A large section of the report was devoted to the last-minute offensive that stirred controversy because it was ordered just as the U.N. truce was about to take effect. More than 30 Israeli soldiers were killed in that fighting.
Mr. Winograd said the 11th-hour offensive “failed” in its mission, did not improve Israel’s position and that the army was not prepared for it.
However, he said the operation’s goals were legitimate. “There was no failure in that decision in itself, despite its limited achievements and its painful costs.” Mr. Winograd said both Mr. Olmert and his then-defense minister, Amir Peretz, acted in “what they thought at the time was Israel’s interest.”
Since most of the army’s wartime commanders, including Mr. Peretz and the chief of staff at the time, have resigned, the big mystery today was how Mr. Olmert would fare.
The prime minister was able to beat back calls for his resignation after the interim report was released. This time, the Labor Party leader, Ehud Barak, is under pressure to deliver on his promise to push for Mr. Olmert’s resignation or advance elections.
If Mr. Barak pulls Labor’s 19-member faction out of the coalition, Mr. Olmert will no longer have a parliamentary majority and could be forced to call an election. His coalition now controls 67 of parliament’s 120 seats.

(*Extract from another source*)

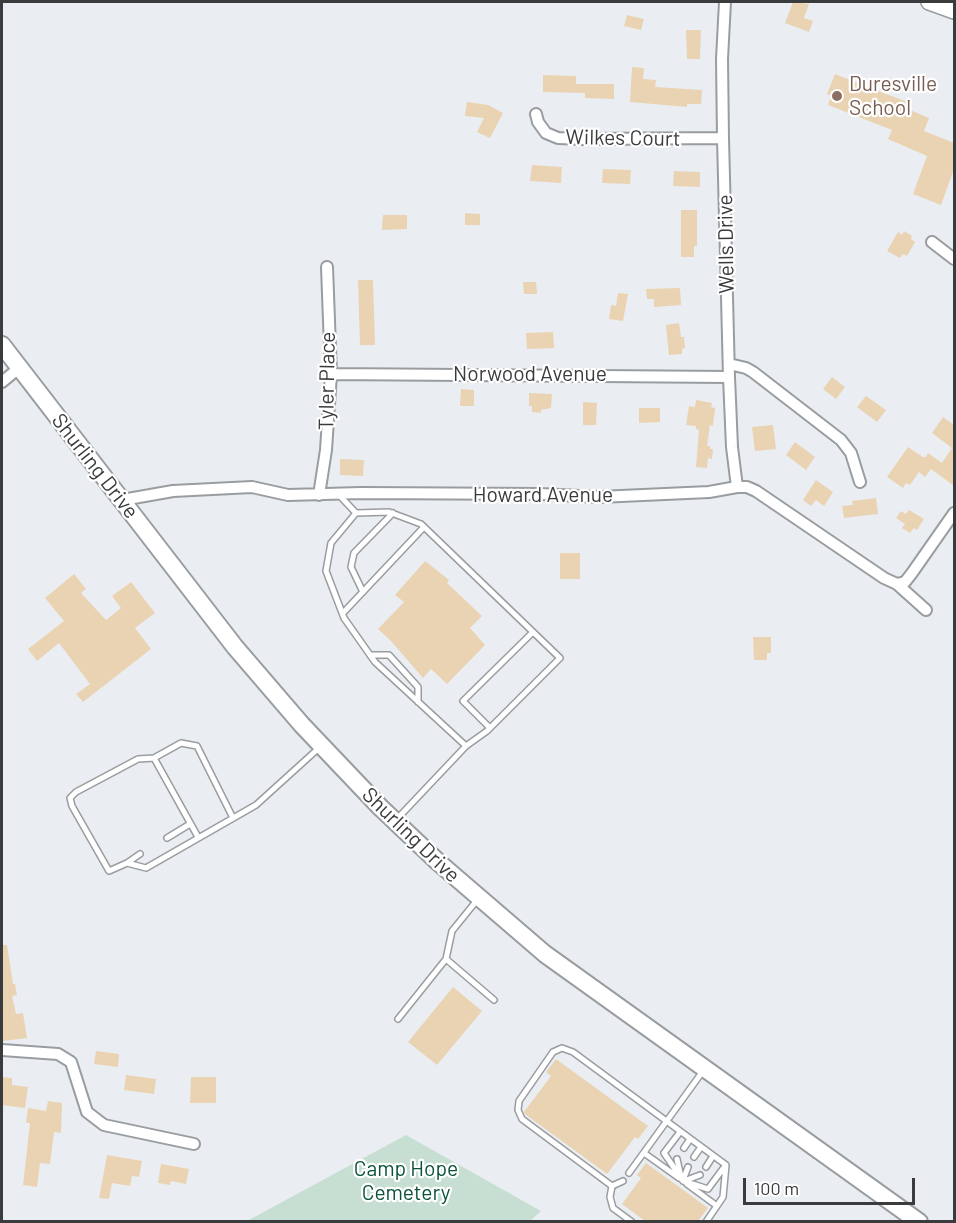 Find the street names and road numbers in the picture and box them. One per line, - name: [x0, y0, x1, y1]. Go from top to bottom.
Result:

Polls show Mr. Olmert trailing far behind the leader of the Likud Party, Benjamin Netanyahu.
Opposition lawmakers, from dovish supporters of peace talks to hard-line critics, insisted Mr. Olmert must go.
“The report paints a very dark picture,” a lawmaker, Yossi Beilin, said. “This should not have happened and the man who is responsible cannot continue in his job.”
A Likud leader, Silvan Shalom, called the report “an indictment of the gravest sort” and urged Mr. Olmert to “announce new elections, to go to the people and let the people say what they think.”